──────── Given information

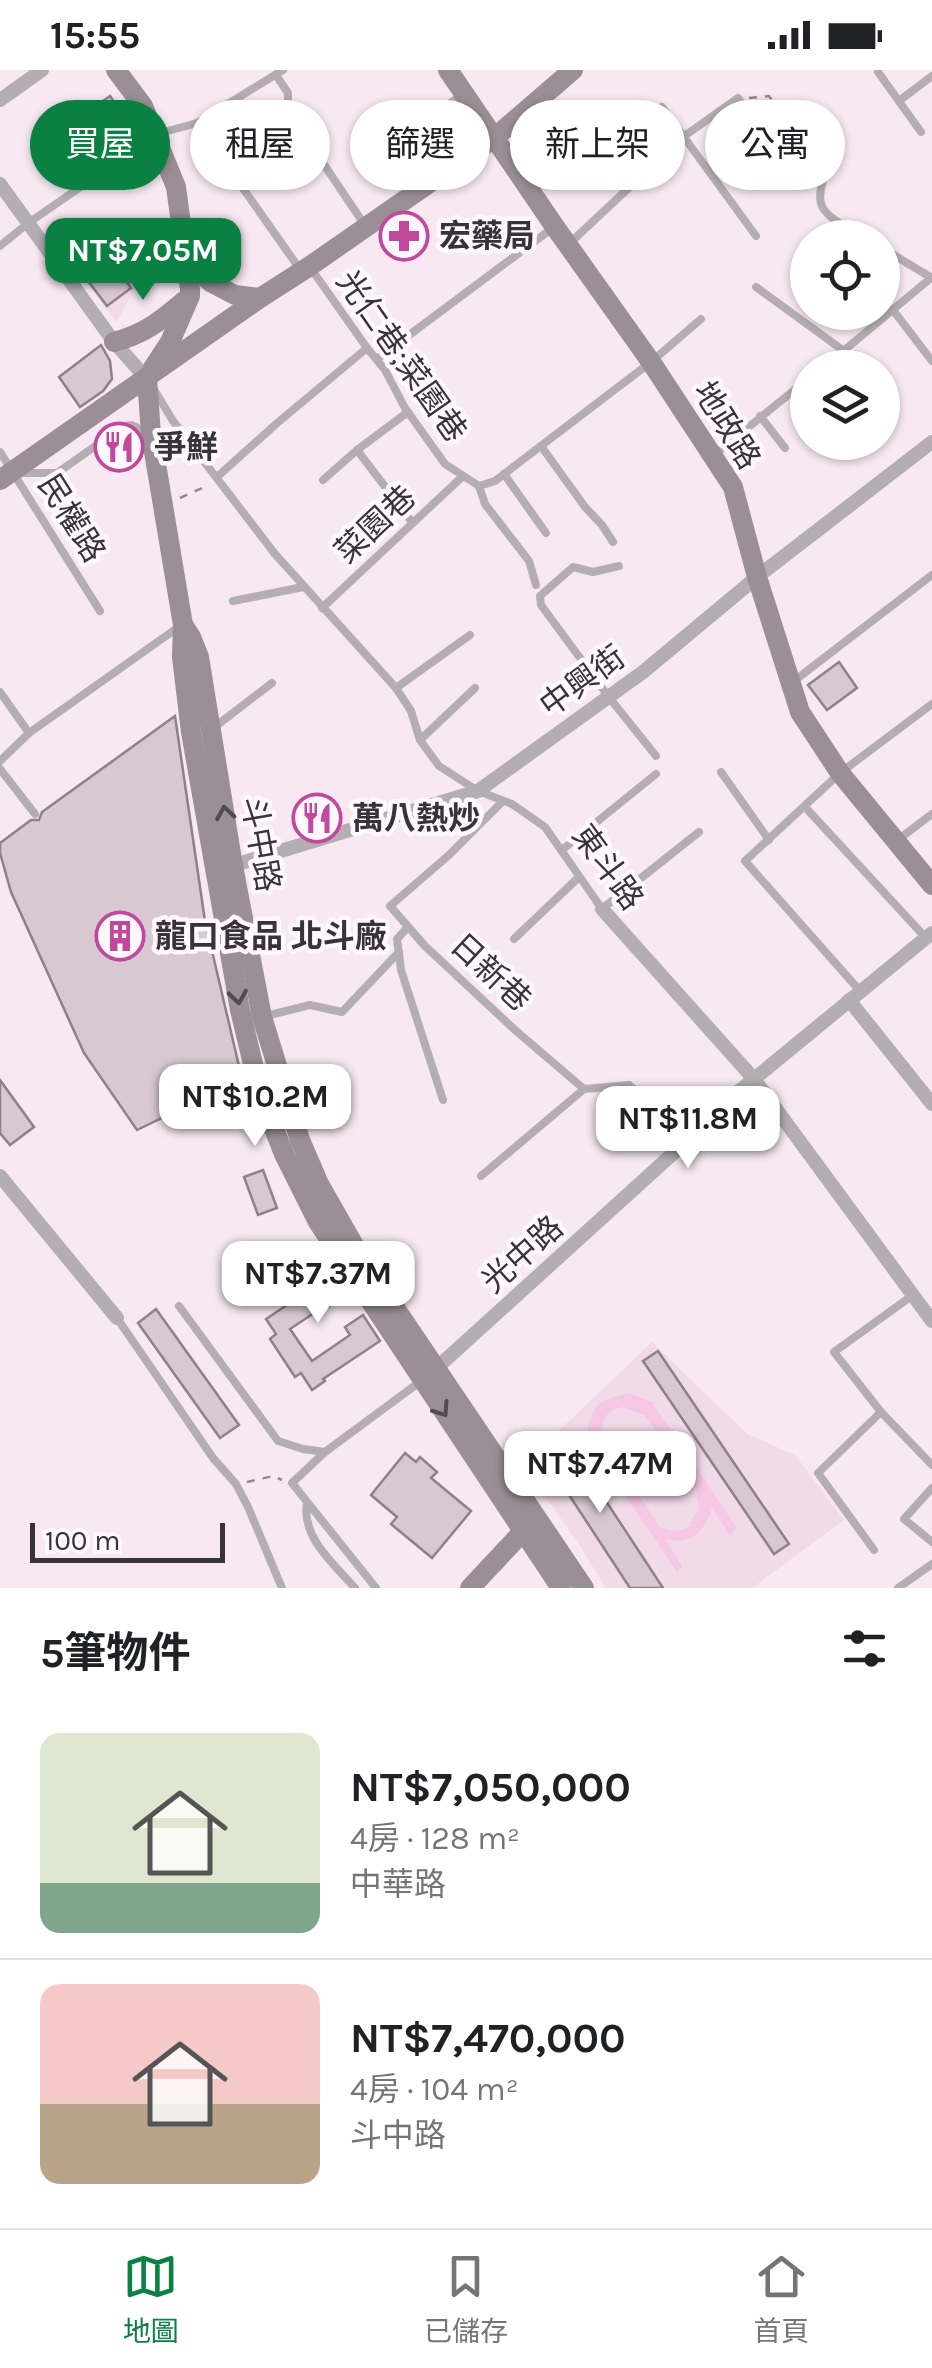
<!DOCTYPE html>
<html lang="zh-TW">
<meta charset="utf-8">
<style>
:root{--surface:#fff;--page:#f2f2f2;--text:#202124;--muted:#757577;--line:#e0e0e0;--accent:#0b8043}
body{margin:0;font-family:Karla,"Noto Sans TC",sans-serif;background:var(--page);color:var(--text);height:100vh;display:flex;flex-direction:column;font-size:38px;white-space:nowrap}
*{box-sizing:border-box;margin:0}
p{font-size:32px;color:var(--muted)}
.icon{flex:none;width:55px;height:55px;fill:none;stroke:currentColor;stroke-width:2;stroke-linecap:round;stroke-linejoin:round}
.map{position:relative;height:1518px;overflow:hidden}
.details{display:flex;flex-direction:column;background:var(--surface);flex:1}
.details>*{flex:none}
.guide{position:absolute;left:30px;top:30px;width:872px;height:90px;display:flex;gap:20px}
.fabs{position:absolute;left:790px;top:150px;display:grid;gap:20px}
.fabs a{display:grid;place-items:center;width:110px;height:110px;border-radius:50%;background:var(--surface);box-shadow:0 2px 8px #0004;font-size:50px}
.scale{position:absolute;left:30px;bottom:25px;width:195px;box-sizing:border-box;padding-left:10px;border:5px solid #393337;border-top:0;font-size:28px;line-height:35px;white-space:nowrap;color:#393337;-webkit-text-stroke:8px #fef8fc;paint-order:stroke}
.price{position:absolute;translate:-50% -85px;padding:0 22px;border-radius:20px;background:#fff;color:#222;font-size:32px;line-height:65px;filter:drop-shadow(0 2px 5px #0008)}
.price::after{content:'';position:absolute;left:50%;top:60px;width:30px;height:22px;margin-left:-15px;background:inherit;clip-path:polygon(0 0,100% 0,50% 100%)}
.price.current{background:var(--accent);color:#fff}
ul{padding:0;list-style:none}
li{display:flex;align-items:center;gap:30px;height:250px;padding:0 40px}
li+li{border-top:2px solid var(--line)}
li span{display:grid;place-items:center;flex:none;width:280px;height:200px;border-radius:20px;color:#555}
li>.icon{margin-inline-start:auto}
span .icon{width:120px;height:120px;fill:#fffc;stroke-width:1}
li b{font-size:42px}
h2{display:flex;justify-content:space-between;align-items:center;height:120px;padding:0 40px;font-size:42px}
.pill{padding:0 35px;border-radius:45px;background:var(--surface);box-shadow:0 2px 8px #0004;font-size:35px;line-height:90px}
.pill.current{background:var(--accent);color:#fff}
.status{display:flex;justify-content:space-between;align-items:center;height:70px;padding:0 50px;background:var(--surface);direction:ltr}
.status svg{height:28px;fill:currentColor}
.menu{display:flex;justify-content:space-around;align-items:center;height:140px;border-top:2px solid var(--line);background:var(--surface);font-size:28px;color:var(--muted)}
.menu a{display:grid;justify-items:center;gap:5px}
.menu .current{color:var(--accent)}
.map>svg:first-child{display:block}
</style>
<div class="status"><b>15:55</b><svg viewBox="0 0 49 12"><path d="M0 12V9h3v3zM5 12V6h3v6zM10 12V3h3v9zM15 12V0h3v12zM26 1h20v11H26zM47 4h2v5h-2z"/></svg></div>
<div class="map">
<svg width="932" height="1518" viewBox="0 0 932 1518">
<rect width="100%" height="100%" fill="#f7e8f1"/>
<g fill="#f2dbe9">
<polygon points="105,169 137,216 116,252 73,195"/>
<polygon points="652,1272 747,1364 795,1385 844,1450 752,1518 606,1518 576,1470 523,1395"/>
</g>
<path fill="#f7c8e6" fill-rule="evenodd" d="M 629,1323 L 652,1332 L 737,1458 L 730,1465 L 712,1438 C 705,1462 690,1476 665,1469 L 682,1496 L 677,1502 L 587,1369 C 590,1336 597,1330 629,1323 ZM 623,1337 L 645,1346 L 696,1418 L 699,1439 L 689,1454 L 692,1455 C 682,1462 671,1462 660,1457 L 603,1372 C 599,1354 604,1340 623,1337 Z"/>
<g fill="#d8c8d2" stroke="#8f8189" stroke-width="2.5">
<polygon points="110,26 125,47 70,87 49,58 66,46 72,53"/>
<polygon points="101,177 131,218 107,236 76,195"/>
<polygon points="101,275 110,291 112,309 103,321 80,337 59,307"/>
<polygon points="839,592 857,618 827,640 808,615"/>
<polygon points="175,646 205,851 242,1009 137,1060 84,983 11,822 0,783 0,773 31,750 39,750 42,742"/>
<polygon points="0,1010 34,1057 10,1075 0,1063"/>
<polygon points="263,1100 277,1138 258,1145 244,1107"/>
<polygon points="321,1182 349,1223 328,1237 326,1235 290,1259 312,1291 350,1265 345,1257 363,1245 380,1271 323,1309 325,1311 312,1320 301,1303 295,1307 270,1269 276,1264 266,1249 314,1217 300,1196"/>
<polygon points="156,1239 239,1355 220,1368 138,1253"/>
<polygon points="658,1281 789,1474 774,1484 643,1291"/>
<polygon points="564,1367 663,1518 630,1518 541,1382"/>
<polygon points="405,1383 416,1392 420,1387 437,1402 431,1408 471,1441 432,1488 391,1454 397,1447 371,1425"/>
</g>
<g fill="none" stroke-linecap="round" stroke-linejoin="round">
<g stroke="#948990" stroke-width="2.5" stroke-dasharray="8 8" stroke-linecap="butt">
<polyline points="749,28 769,26 798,65"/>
<polyline points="180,428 209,415"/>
<polyline points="247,1412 273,1406 282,1410"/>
</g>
<g stroke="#b4aeb2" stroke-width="8">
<polyline points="878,2 921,62"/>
<polyline points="276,5 288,23 288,41 366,157"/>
<polyline points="899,31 932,6"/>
<polyline points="197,53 299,198"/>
<polyline points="625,73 662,37 756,166"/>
<path d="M 830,82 C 815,141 811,136 864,168"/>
<polyline points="367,90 462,25"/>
<polyline points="571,172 683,67 738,28 800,116"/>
<polyline points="0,176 27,154 157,64 197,53 283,0"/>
<polyline points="882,178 932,208"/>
<polyline points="312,200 367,278 385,300 405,338 445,394 479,416 495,411 651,292 701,249"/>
<polyline points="756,217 844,281"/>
<polyline points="893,240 932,291"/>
<polyline points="377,289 554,157"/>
<polyline points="823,298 932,207"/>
<polyline points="155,321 173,351 275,484 396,618 411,641 420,670 439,696 478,721 512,734 545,757 602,839 699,762"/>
<polyline points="408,342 357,380 412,452"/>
<polyline points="760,346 785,378"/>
<polyline points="541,376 585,437 602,455 613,472"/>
<polyline points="0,382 100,541"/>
<polyline points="714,385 808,309"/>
<polyline points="19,403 57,403 124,356 132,355 148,363"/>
<polyline points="504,404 546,463"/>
<polyline points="217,407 276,354 367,278"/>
<polyline points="323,410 357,380"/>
<polyline points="479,416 485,434 529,491 536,515"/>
<polyline points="619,496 593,502 573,497 540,526 541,535 608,626 656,686"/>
<polyline points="233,531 303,517"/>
<polyline points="322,538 463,406"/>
<polyline points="794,611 932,505"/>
<polyline points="396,618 470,565"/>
<polyline points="0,622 29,663"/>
<polyline points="212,659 272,613"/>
<polyline points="420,670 475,618"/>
<polyline points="0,691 29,663 180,556"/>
<polyline points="0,699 35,744"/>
<polyline points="721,702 769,770"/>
<polyline points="503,731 449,785 390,836 425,876 515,960 584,1019 629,1015 689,1069"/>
<polyline points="805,737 926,868"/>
<polyline points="899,769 932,744"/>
<polyline points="562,780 656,704"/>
<polyline points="407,858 397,869 401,900 443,1030"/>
<polyline points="514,869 579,807"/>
<polyline points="860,921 745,791 840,703 932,634"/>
<polyline points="266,946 310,935 342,942 399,882"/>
<polyline points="481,1106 584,1019"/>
<polyline points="913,1225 834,1282 881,1342 932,1395"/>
<polyline points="179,1236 278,1371 303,1379 325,1382 421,1311"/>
<polyline points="117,1248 213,1388 236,1414 248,1437 282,1518"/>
<polyline points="325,1382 292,1413 376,1518"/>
<polyline points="932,1418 904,1449 932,1472"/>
<path d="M 307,1433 C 301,1467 334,1494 355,1518"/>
<polyline points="874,1480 818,1403 881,1342"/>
<polyline points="898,1518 932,1494"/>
</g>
<g stroke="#b4aeb2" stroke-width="14">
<polyline points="0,30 42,0"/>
<polyline points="0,114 114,272 147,309"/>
<polyline points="228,797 478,721 643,602 757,507 932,372"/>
<polyline points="602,839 754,1009 932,1251"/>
<polyline points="849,930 932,1034"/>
<polyline points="0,1106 117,1248"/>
<polyline points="430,1304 689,1069 738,1022 932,863"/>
</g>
<g stroke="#998f95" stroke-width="20">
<polyline points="116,0 143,36 176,117 190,219 190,226 170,272 153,298"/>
<polyline points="448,0 555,157 651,292 733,417 757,507 800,642 840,703 932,815"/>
<polyline points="186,191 212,213 235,225 260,228"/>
<path d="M 114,272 C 145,264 160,251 184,231"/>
<polyline points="147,309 151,364 183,555 182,587 191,662 240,940 260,1023 284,1084 318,1152 561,1518"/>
<polyline points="0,410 260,228 310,196 494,68 573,0"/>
<polyline points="184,556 191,567 199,587 233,796 262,947 300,1070 319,1114 360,1186 584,1518"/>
<polyline points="470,1518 530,1454"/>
</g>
</g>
<defs><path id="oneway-chevron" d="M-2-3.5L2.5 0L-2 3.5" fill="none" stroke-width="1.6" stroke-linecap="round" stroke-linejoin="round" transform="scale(2.5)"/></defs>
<g stroke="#514a4e">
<use href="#oneway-chevron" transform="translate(225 743) rotate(-99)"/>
<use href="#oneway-chevron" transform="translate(238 927) rotate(81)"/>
<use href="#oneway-chevron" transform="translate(442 1340) rotate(56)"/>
</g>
<defs>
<g id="pharmacy-ring" transform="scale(2.5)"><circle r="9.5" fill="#fef8fc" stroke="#c0499e" stroke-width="1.5"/><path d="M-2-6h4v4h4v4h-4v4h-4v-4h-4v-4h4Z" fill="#c0499e"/></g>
<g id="restaurant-ring" transform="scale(2.5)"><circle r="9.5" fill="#fef8fc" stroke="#c0499e" stroke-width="1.5"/><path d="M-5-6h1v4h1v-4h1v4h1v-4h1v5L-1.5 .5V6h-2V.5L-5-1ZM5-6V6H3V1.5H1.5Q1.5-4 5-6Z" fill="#c0499e"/></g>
<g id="building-ring" transform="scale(2.5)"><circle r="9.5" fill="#fef8fc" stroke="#c0499e" stroke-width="1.5"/><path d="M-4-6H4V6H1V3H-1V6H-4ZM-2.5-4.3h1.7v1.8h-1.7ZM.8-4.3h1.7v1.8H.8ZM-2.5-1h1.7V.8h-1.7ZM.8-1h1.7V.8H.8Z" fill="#c0499e"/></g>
</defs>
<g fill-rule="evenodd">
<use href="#pharmacy-ring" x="404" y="166"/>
<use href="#restaurant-ring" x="119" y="377"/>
<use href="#restaurant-ring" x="317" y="748"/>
<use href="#building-ring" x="120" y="866"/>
</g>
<g text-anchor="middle" stroke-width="9" stroke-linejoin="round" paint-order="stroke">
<g font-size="32" font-weight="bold" fill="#393337" stroke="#fef8fc" text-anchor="start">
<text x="439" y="177">宏藥局</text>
<text x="154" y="388">爭鮮</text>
<text x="352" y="759">萬八熱炒</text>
<text x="155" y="877">龍口食品 北斗廠</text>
</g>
<g font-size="32" fill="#393337" stroke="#fef8fc">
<text transform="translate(402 286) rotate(55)" y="11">光仁巷;菜園巷</text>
<text transform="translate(727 355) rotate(58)" y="11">地政路</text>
<text transform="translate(72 448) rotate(58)" y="11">民權路</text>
<text transform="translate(375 454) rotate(-43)" y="11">菜園巷</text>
<text transform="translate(582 611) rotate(-36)" y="11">中興街</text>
<text transform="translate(261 774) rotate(80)" y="11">斗中路</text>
<text transform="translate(608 797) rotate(54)" y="11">東斗路</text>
<text transform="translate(491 902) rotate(43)" y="11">日新巷</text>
<text transform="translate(522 1184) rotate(-42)" y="11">光中路</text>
</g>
</g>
</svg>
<div class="fabs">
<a><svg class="icon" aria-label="locate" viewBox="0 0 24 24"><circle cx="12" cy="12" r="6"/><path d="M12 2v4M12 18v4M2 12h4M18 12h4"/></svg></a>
<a><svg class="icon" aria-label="layers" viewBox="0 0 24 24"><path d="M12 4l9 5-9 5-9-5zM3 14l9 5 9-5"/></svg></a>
</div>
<div class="scale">100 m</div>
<b class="price current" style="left:143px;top:233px">NT$7.05M</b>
<b class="price" style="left:255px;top:1079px">NT$10.2M</b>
<b class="price" style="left:688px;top:1101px">NT$11.8M</b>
<b class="price" style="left:318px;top:1256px">NT$7.37M</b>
<b class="price" style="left:600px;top:1446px">NT$7.47M</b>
<div class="guide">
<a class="pill current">買屋</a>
<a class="pill">租屋</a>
<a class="pill">篩選</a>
<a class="pill">新上架</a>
<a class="pill">公寓</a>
</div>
</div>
<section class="details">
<h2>5筆物件<svg class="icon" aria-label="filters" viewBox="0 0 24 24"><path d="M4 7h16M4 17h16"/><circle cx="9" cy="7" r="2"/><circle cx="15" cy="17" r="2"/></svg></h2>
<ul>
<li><span style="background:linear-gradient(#dfe7d0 75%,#7fa58c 0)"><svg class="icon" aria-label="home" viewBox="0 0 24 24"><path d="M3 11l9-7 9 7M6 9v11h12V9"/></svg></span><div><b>NT$7,050,000</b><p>4房 · 128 m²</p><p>中華路</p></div></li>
<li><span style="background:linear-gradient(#f6c9c9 60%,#b9a48a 0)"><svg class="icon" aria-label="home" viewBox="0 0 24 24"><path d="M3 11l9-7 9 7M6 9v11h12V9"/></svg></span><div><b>NT$7,470,000</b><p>4房 · 104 m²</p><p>斗中路</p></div></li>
</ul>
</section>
<nav class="menu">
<a class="current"><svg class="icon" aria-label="map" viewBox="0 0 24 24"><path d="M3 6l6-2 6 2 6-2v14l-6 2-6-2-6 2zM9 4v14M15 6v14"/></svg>地圖</a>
<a><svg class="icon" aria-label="saved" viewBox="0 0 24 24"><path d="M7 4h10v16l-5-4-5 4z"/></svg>已儲存</a>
<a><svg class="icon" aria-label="home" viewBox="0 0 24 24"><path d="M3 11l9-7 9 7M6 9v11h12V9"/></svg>首頁</a>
</nav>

────────────────

**How to complete this task**: The answer must consist of every line from the entries above that contains "start".

**Result**:
li>.icon{margin-inline-start:auto}
<g font-size="32" font-weight="bold" fill="#393337" stroke="#fef8fc" text-anchor="start">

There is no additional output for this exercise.